- Your task: Lines containing the word "name" are the ones to copy from the records below.

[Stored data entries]
■ ■ ■ ■ ■

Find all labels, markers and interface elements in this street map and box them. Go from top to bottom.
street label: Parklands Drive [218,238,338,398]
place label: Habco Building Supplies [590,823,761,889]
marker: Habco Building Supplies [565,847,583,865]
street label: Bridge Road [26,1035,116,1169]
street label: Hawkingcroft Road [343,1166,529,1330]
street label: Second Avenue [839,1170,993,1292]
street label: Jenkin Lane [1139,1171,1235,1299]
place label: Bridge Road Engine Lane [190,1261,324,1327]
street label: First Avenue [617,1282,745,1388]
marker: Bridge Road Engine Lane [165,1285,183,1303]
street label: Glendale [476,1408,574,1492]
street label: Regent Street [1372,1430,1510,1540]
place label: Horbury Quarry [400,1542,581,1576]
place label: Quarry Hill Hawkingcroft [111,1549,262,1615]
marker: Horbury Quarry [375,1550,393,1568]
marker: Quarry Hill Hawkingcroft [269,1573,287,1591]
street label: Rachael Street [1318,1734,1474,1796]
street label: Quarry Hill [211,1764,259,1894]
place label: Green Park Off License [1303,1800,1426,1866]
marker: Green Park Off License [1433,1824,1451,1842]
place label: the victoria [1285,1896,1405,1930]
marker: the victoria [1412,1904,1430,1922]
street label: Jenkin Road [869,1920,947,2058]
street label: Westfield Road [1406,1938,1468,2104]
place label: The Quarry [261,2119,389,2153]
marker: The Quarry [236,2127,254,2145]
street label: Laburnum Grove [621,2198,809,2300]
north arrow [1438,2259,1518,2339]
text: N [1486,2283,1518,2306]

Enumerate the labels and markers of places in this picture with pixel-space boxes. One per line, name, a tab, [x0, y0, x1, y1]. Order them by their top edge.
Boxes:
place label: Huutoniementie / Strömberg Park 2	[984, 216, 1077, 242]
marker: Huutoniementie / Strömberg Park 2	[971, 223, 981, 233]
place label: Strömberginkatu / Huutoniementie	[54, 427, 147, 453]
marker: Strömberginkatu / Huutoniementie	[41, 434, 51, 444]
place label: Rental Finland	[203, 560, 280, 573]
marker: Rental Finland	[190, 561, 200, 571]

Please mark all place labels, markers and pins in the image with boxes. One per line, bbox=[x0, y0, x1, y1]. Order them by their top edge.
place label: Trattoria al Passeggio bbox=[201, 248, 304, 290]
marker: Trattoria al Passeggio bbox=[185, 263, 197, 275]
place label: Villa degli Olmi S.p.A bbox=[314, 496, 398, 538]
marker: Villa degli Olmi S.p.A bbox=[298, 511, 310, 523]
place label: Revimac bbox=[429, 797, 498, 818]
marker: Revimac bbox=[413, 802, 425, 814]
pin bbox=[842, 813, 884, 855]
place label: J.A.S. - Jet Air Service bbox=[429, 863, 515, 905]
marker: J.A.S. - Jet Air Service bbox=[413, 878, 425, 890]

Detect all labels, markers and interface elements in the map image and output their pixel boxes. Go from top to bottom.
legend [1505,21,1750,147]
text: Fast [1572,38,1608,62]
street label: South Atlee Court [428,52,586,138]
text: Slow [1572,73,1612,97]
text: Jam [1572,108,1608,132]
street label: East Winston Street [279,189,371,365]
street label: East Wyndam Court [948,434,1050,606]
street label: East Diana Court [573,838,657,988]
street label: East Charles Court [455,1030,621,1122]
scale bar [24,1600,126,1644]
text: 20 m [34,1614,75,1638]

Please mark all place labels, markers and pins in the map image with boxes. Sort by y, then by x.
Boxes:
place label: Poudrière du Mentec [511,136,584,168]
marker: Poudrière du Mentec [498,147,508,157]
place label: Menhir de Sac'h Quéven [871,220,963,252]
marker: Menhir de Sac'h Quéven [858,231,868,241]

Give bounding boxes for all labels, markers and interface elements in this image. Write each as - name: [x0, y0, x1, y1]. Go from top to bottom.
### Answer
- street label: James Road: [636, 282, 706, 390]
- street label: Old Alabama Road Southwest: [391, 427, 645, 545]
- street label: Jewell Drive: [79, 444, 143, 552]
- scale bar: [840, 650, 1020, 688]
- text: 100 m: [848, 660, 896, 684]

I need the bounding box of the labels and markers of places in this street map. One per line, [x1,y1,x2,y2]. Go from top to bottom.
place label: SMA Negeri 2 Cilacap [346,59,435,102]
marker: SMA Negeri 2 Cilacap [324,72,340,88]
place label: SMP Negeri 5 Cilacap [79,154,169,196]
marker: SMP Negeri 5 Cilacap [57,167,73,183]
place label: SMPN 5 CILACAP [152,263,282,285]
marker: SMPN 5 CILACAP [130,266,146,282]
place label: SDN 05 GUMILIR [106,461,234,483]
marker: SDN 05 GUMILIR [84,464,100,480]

■ ■ ■ ■ ■

- Written answer:
Enumerate the labels and markers of places in this picture with pixel-space boxes. One per line, name, a tab, [x0, y0, x1, y1]. Order them by their top edge.
Give bounding boxes for all labels, markers and interface elements in this image. Write each as - name: [x0, y0, x1, y1]. Go from top to bottom.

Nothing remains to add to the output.